WHAT THE TASK REQUIRES |
Working from the line that contains "Annotation task. What" down to the last line below, repeat each line exactly.
*** RAW DATA Section Begins ***
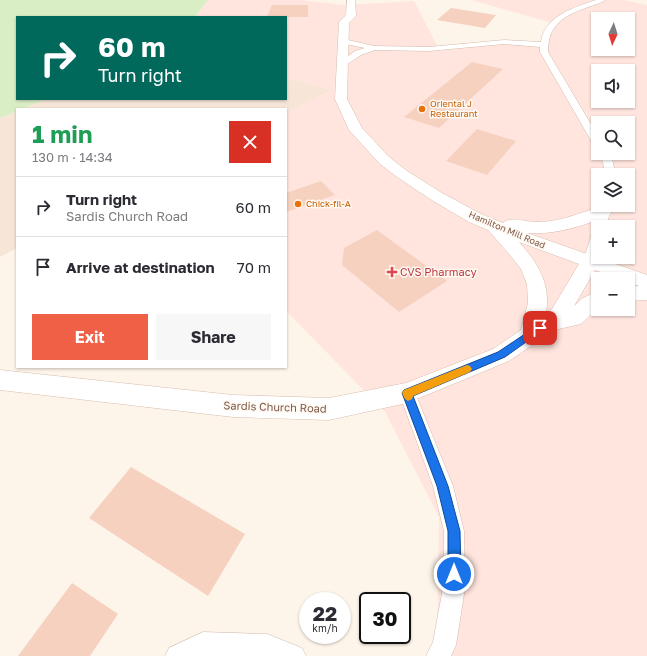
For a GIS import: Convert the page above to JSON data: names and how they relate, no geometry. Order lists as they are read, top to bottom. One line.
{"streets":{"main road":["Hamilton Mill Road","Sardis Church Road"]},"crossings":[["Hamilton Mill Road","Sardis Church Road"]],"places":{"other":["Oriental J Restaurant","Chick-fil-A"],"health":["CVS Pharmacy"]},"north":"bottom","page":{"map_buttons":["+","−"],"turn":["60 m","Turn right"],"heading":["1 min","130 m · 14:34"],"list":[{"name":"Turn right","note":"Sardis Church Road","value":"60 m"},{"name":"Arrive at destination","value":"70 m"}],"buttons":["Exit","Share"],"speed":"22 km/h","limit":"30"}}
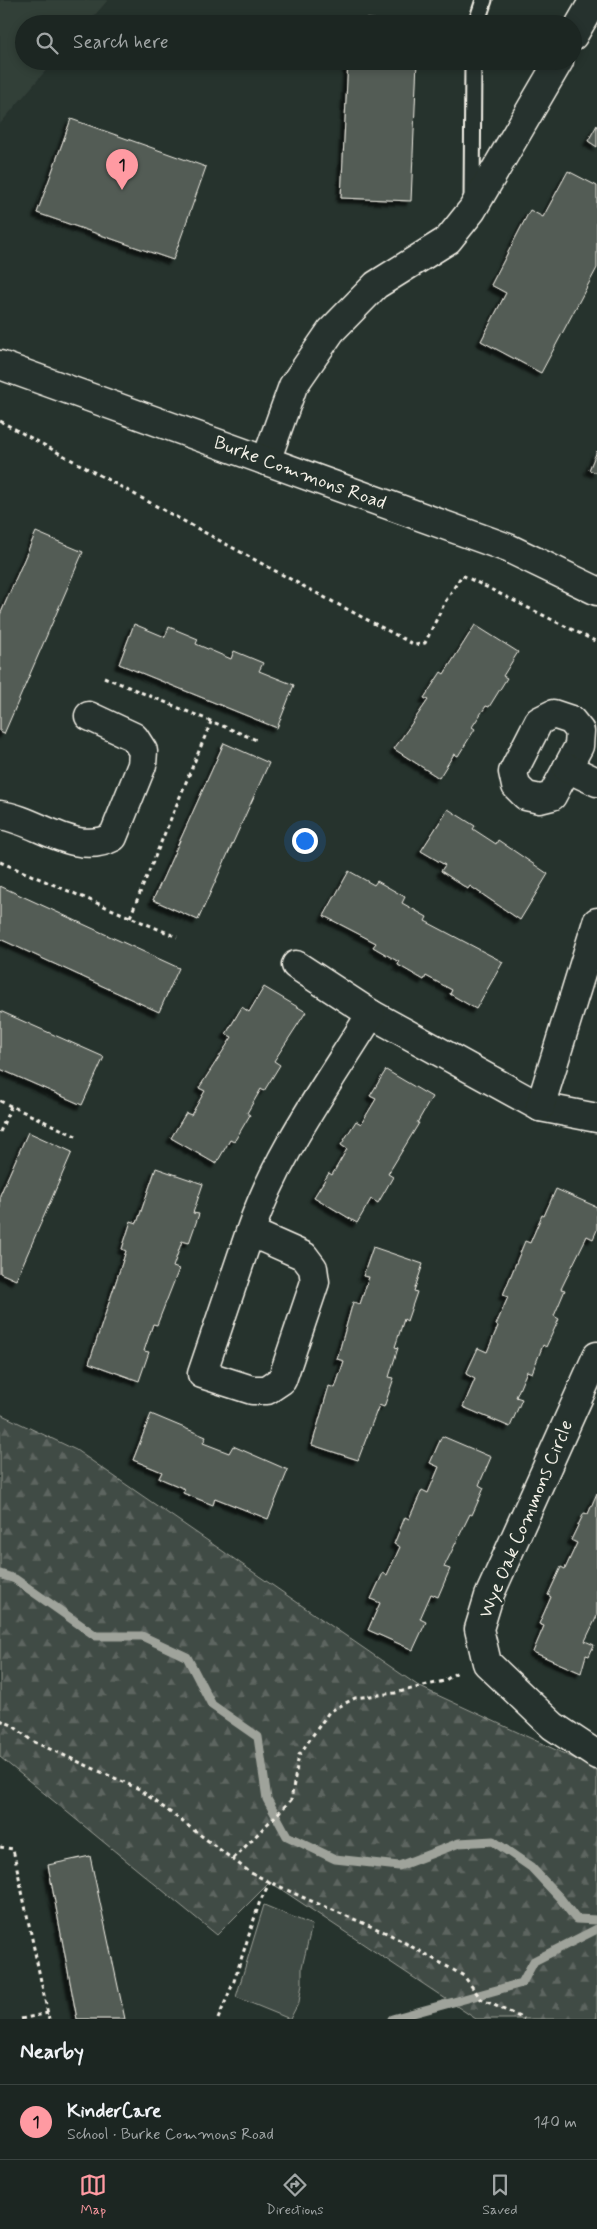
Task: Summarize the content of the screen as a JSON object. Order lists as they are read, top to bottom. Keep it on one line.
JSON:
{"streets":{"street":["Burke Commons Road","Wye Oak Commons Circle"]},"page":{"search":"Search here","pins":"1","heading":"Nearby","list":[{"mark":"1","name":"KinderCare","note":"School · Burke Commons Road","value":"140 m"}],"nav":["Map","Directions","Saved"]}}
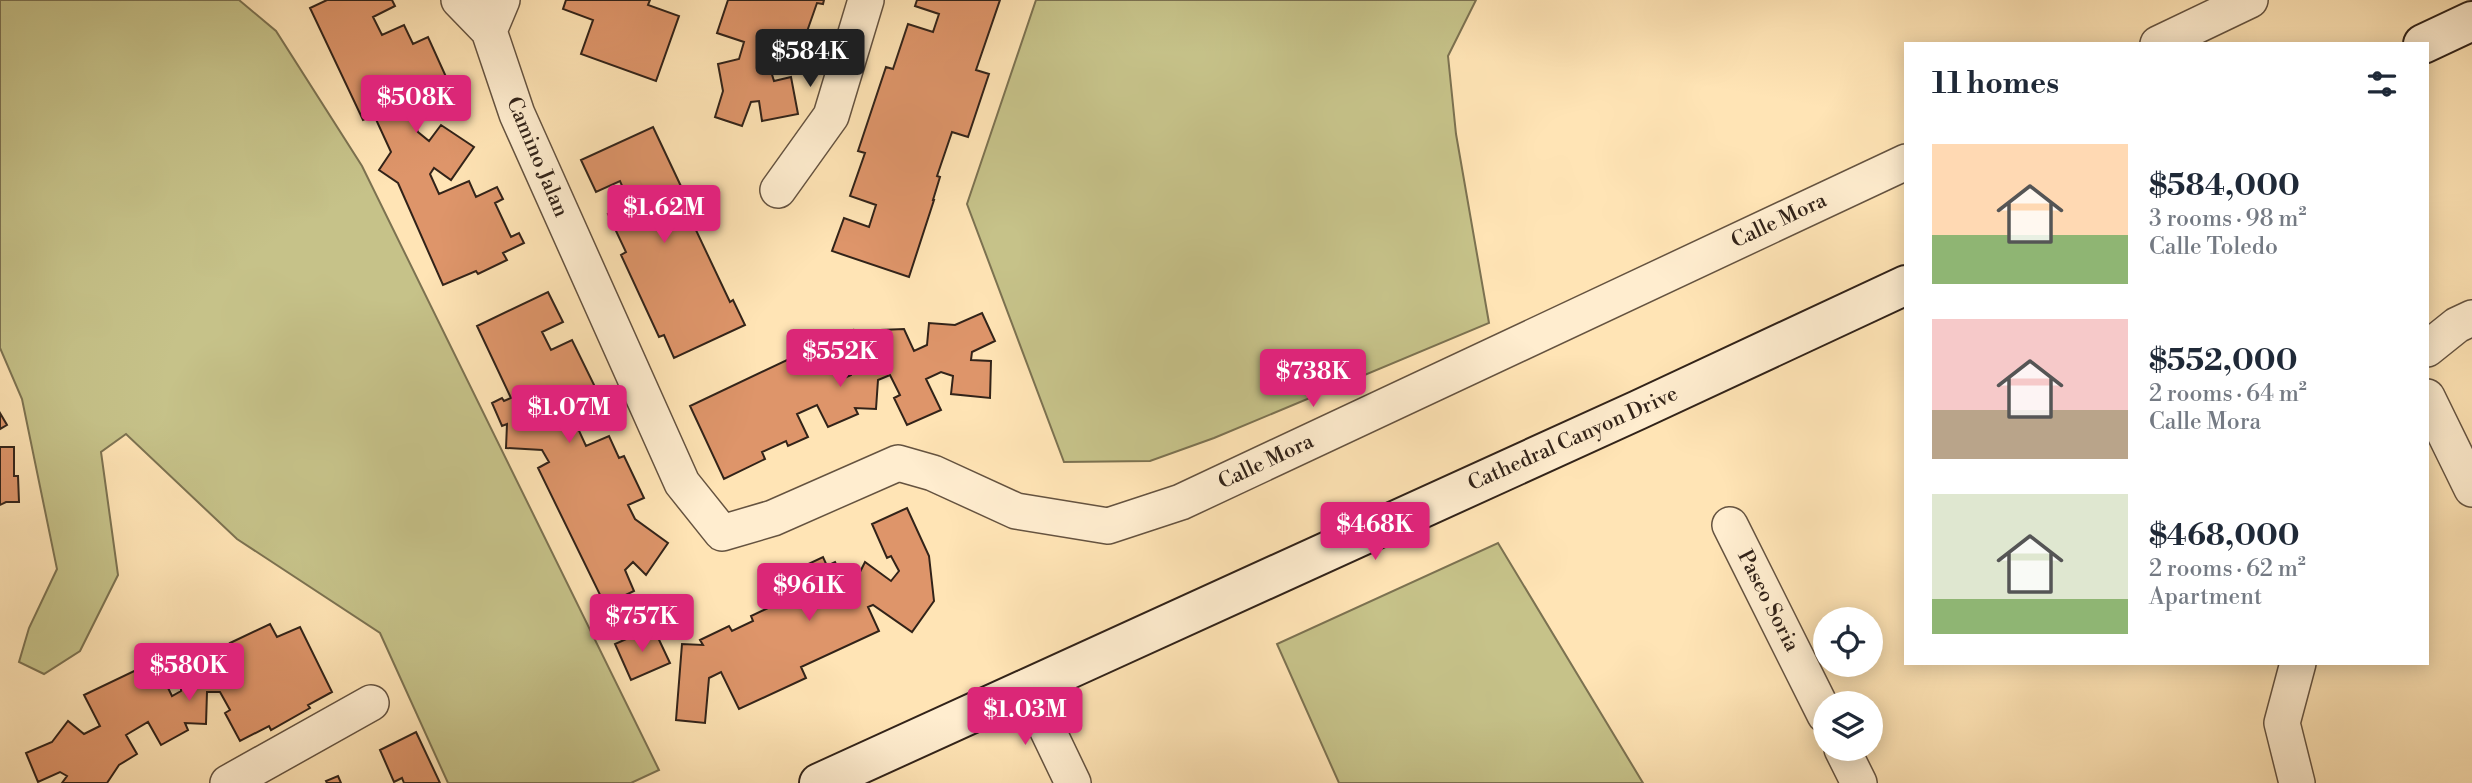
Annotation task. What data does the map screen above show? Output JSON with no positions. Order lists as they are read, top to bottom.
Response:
*** RAW DATA Section Ends ***
THE COMPLETED TASK |
Annotation task. What data does the map screen above show? Output JSON with no positions. Order lists as they are read, top to bottom.
Response:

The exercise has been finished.